The Black-Scholes model is the most widely used methodology for pricing options. It requires five key elements: the strike price of an option, the current price of the underlying asset, the expiration date, the risk-free rate, and the volatility. Given the strike price, risk-free rate and the expiration date are known and constant, you can simply key in the parameters into the model to determine the fair price of the option.

Nevertheless, one should notice this is only an estimation and there is also a certain limitation of the Black-Scholes model so the forecasted pricing does often has a deviation from the market price.

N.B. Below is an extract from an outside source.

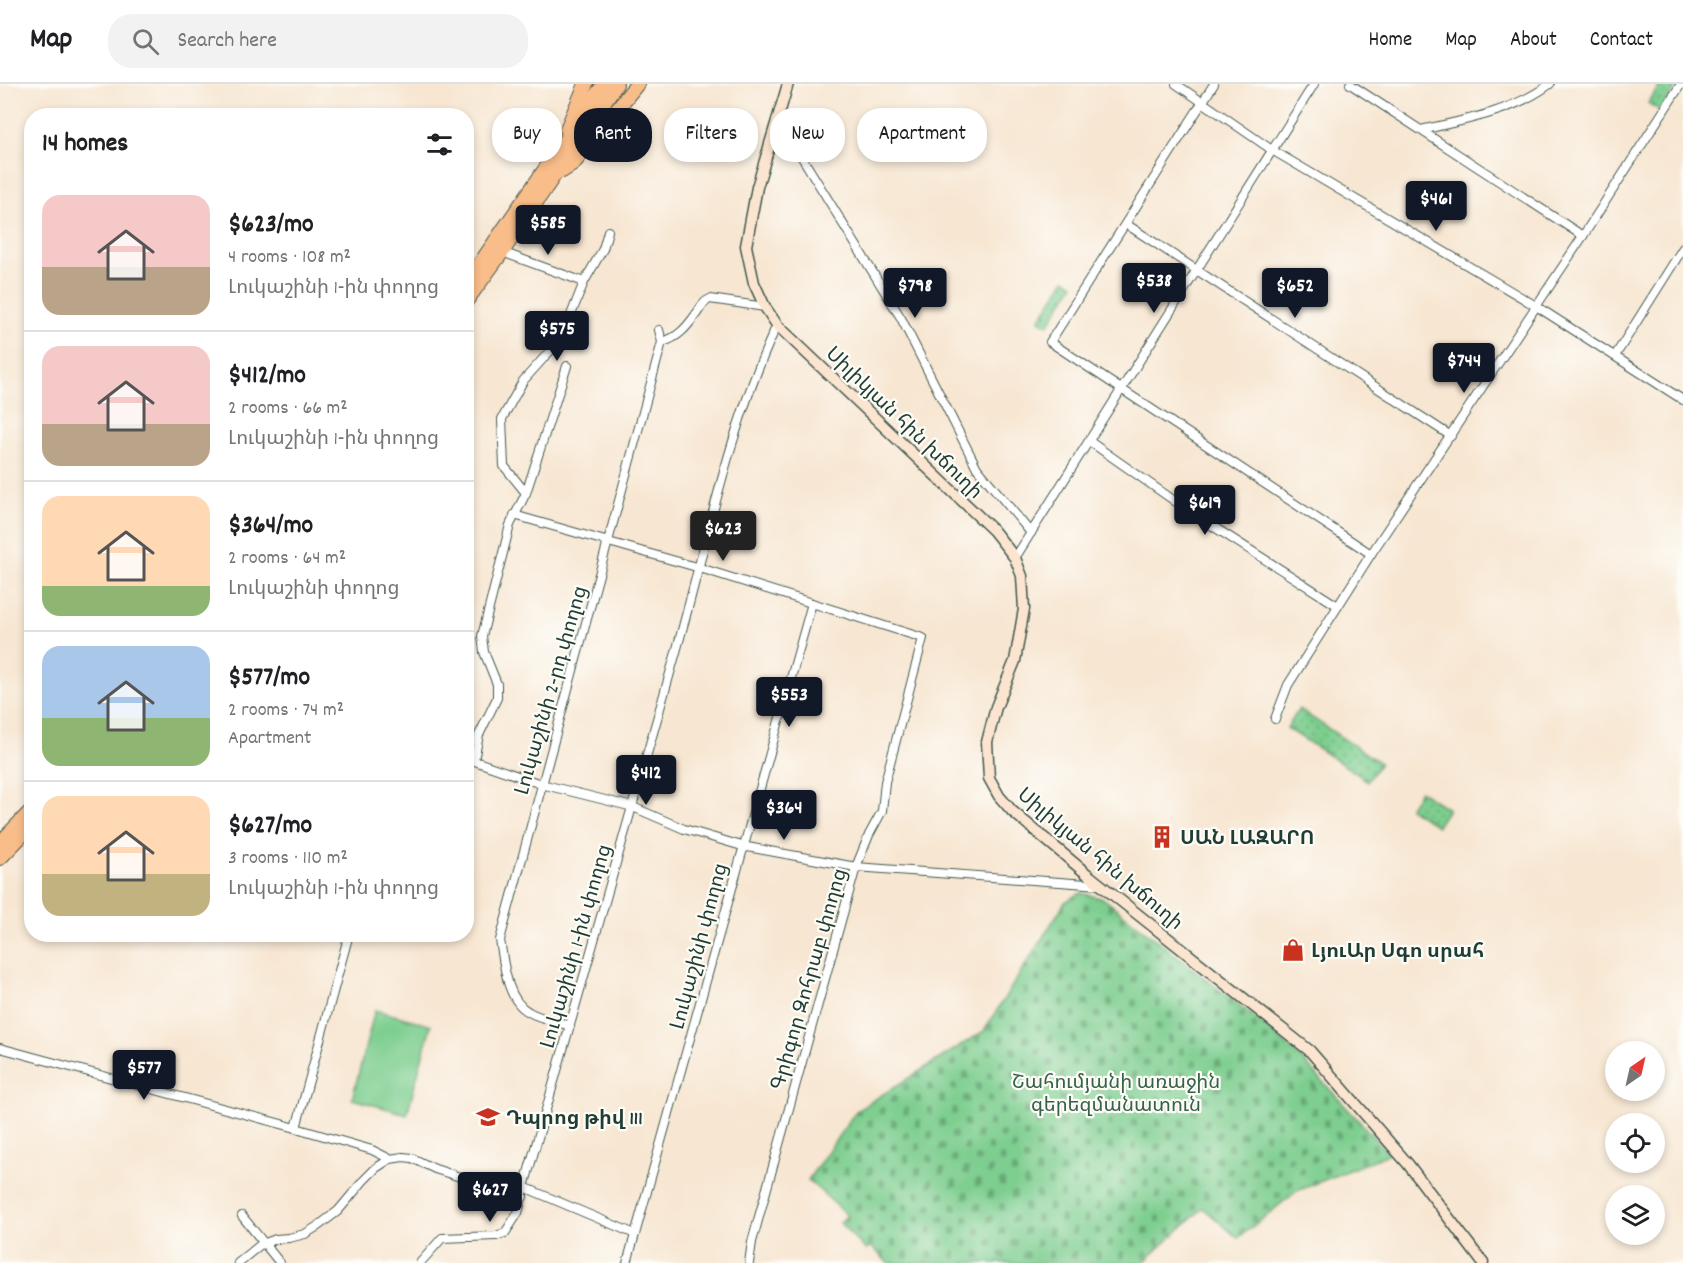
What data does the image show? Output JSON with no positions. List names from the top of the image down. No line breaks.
{"streets":{"street":["Սիլիկյան հին խճուղի","Լուկաշինի 2-րդ փողոց","Լուկաշինի 1-ին փողոց","Լուկաշինի փողոց","Գրիգոր Զոհրաբ փողոց"]},"crossings":[["Սիլիկյան հին խճուղի","Լուկաշինի 1-ին փողոց"],["Լուկաշինի 2-րդ փողոց","Լուկաշինի 1-ին փողոց"],["Լուկաշինի փողոց","Գրիգոր Զոհրաբ փողոց"]],"parks":["Շահումյանի առաջին գերեզմանատուն"],"places":{"building":["ՍԱՆ ԼԱԶԱՐՈ"],"shop":["ԼյուԱր Սգո սրահ"],"school or university":["Դպրոց թիվ 111"]},"north":"top right","page":{"header":"Map","search":"Search here","nav":["Home","Map","About","Contact"],"chip":["Buy","Rent","Filters","New","Apartment"],"heading":"14 homes","list":[{"name":"$623/mo","note":"4 rooms · 108 m² · Լուկաշինի 1-ին փողոց"},{"name":"$412/mo","note":"2 rooms · 66 m² · Լուկաշինի 1-ին փողոց"},{"name":"$364/mo","note":"2 rooms · 64 m² · Լուկաշինի փողոց"},{"name":"$577/mo","note":"2 rooms · 74 m² · Apartment"},{"name":"$627/mo","note":"3 rooms · 110 m² · Լուկաշինի 1-ին փողոց"}],"price":["$461","$585","$538","$798","$652","$575","$744","$619","$623","$553","$412","$364","$577","$627"]}}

The fair price is only an idealized state in which both market and models try to converge. The reason being that there are many man-made assumptions behind the model to hinder its accuracy. For instance, the model assumes volatility remains constant over the option's life, which is not the case because volatility constantly fluctuates with the supply and demand in the market.

Implied volatility is an estimation of the future volatility of the underlying asset of the options contract. Investors can use it to project future moves, its demand and supply, and often employ it to price options contracts i.e. high implied volatility results in options with higher premiums and vice versa.

One of the inventors of the Black-Scholes Model has once illustrated the model with a vivid example: A trader living in Chicago is deciding whether to wear a coat on a morning in June. According to historical data, Chicago in June was not that cold to wear a coat (historical volatility); he then turns on the radio and it is 32℃ according to the weather forecast. In this case, he only needs to wear short sleeves (forecast volatility); To play safe, he opens the window to observe the pedestrians outside and finds out that they were all wearing coats and carrying umbrellas, so he should also be wearing a coat and bring an umbrella with him (implied volatility).